But in celebration of Man Ick Monday (our Snark Week variation on Man Candy Monday), and because Trystan is a big meanie and is making me, I shall attempt to explain why I can’t stand Geoffrey Rush and Gerard Depardieu. This post will probably suck, because it’s just a visceral reaction that is incredibly hard to explain, so bear with and move along if you just don’t get me.


The Scenery Chewing

Okay, so Depardieu has had his moments (mostly, Cyrano de Bergerac, 1990) where he has harnessed his skills for good and not evil. But most of the time, I feel like both Rush and Depardieu are just Overacting Up the Wazoo. Have either of them heard of the term “nuanced performance”? Because it seems like they missed that class at acting school and went straight to Make It Super Obvious So the Audience Doesn’t Miss It!!

Vatel (2000)

In Vatel (2000), Depardieu may not jazz-hand all over the place, but he’s so fucking serious about being a thespian. Every line of dialogue just feels so overly crafted that my ass puckered through the whole thing.

1492: Conquest of Paradise (1992)

And then don’t get me started on his swashbuckling, randomly-French-accented, attempting-to-be-noble take on Christopher Columbus in 1492: Conquest of Paradise (1992). It was an interesting movie, weird costumes nonetheless, but I just felt like he went in saying, “I’m Gerard Depardieu! I couldn’t possibly attempt an Italian or Spanish accent, mon dieu! DO YOU KNOW WHO I AM??!!”

Pirates of the Caribbean

Alright, so the Pirates of the Caribbean franchise is all about overacting — it’s supposed to be cartoony.

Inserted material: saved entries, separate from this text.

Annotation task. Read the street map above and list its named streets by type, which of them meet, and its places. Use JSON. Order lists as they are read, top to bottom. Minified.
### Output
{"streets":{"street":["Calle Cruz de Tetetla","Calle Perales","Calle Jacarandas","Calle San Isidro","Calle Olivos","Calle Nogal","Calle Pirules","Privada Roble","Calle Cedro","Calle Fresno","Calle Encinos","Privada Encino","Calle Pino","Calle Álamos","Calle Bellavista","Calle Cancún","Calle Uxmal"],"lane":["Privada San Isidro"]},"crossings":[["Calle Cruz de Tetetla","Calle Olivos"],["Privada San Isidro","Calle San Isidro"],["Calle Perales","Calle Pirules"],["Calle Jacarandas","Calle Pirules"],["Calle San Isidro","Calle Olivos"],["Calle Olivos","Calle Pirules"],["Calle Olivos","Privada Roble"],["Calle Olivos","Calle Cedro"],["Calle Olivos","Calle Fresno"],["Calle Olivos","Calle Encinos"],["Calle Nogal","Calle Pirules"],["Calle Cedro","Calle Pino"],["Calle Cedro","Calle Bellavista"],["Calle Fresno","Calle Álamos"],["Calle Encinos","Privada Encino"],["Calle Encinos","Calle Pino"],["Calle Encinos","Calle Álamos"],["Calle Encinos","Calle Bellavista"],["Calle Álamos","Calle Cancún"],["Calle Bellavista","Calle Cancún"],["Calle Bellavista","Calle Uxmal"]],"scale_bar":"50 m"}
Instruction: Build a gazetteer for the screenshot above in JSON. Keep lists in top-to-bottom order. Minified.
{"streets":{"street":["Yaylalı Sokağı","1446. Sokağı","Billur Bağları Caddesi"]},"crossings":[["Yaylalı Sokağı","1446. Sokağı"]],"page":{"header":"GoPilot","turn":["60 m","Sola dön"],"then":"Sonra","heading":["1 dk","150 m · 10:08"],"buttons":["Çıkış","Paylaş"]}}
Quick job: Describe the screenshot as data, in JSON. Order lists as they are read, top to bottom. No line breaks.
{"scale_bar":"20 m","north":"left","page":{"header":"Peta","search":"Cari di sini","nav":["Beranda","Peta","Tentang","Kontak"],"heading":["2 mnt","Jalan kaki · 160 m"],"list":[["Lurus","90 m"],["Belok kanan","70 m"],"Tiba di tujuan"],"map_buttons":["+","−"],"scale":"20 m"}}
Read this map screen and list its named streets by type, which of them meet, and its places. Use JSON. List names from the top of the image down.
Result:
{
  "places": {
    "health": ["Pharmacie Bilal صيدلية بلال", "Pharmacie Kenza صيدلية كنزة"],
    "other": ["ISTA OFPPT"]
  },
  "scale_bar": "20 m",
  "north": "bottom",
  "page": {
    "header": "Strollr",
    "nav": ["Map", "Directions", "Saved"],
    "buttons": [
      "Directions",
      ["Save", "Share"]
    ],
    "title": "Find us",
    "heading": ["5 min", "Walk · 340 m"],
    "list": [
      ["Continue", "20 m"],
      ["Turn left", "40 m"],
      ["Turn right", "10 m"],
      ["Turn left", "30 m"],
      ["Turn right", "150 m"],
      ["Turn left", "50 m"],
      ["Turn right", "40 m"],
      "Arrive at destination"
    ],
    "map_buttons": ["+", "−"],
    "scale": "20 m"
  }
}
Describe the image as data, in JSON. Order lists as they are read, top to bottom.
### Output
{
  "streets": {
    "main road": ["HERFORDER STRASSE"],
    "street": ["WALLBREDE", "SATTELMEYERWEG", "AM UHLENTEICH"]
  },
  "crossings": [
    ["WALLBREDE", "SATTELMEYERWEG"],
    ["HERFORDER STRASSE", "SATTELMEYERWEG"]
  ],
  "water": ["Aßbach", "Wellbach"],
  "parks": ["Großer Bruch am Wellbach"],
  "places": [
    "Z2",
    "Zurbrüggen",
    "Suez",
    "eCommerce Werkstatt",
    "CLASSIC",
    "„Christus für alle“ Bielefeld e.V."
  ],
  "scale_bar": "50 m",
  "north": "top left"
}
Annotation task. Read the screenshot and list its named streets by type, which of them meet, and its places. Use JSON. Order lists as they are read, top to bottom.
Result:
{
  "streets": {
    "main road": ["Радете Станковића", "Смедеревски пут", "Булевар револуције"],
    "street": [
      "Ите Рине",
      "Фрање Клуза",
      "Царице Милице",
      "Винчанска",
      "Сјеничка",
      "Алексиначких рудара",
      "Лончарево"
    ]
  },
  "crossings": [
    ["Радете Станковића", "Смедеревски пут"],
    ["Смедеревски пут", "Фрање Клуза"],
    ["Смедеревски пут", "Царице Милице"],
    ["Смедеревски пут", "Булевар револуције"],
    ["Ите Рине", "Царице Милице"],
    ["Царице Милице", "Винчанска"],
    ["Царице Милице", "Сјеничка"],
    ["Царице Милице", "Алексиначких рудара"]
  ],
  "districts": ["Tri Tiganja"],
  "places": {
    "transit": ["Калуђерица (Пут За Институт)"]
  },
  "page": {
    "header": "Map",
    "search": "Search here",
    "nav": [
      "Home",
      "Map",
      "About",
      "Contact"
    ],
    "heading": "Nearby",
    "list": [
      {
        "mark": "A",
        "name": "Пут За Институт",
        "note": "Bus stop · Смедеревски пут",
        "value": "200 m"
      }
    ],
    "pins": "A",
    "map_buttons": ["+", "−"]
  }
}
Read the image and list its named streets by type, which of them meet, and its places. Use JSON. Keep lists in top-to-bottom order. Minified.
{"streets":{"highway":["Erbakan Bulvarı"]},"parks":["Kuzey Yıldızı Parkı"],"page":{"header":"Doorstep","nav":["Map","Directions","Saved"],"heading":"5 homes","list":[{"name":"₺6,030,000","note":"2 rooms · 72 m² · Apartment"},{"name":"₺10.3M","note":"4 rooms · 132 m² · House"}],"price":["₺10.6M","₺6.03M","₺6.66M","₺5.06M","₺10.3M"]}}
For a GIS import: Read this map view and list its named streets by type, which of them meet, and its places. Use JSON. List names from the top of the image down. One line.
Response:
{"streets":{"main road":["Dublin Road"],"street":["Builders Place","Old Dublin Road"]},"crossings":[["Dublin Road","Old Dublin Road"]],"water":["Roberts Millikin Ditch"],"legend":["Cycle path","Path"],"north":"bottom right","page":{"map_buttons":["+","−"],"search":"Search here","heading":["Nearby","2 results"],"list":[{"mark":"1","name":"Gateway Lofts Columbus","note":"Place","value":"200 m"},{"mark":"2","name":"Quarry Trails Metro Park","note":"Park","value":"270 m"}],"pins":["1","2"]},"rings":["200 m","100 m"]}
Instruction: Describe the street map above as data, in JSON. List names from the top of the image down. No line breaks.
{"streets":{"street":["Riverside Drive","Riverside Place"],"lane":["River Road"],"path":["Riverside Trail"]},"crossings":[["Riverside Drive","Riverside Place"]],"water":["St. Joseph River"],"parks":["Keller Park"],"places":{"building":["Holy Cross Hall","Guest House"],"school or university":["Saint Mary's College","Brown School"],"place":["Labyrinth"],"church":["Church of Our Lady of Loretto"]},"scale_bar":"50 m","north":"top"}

And (at least in the first film), I loved Johnny Depp‘s over the top take on Jack Sparrow.

Pirates of the Caribbean

But Geoffrey Rush just chewed scenery like he’s chewing this apple, and it was as gross as this image is to watch.

Pirates of the Caribbean


Quills (2000)

And then fucking Quills (2000). We’ll get to the skeeze factor in a minute, but Rush’s imprisoned Marquis de Sade was all jazz hands, all the time. He’s immoral! He’s intelligent! He’s licentious! He’s the king of #nofucks! Yes yes we get it. CALM DOWN.



The Shlong-yness

Probably more Depardieu than Rush, but both of them just feel like the personification of an unattractive, probably short and strangely bumpy, shlong. We are generally pro-penis here at Frock Flicks, so I’m not talking about the actual item itself. It’s just, and I’m sorry if this wounds the worldview of any men reading this, but here’s the deal: there are guys who are penis-y, and not in a good way. Usually you work with them (because who would voluntarily spend any time with these fuckers). They’re the personification of white male privilege, in that they have no idea that their smug sense of self-satisfaction is actually totally misplaced and irritates the fuck out of everyone around them. The fact that you happened to be born with a penis does not make your every thought genius, nor does it make you smarter or more worthy of airtime than me. Sorry, tangent!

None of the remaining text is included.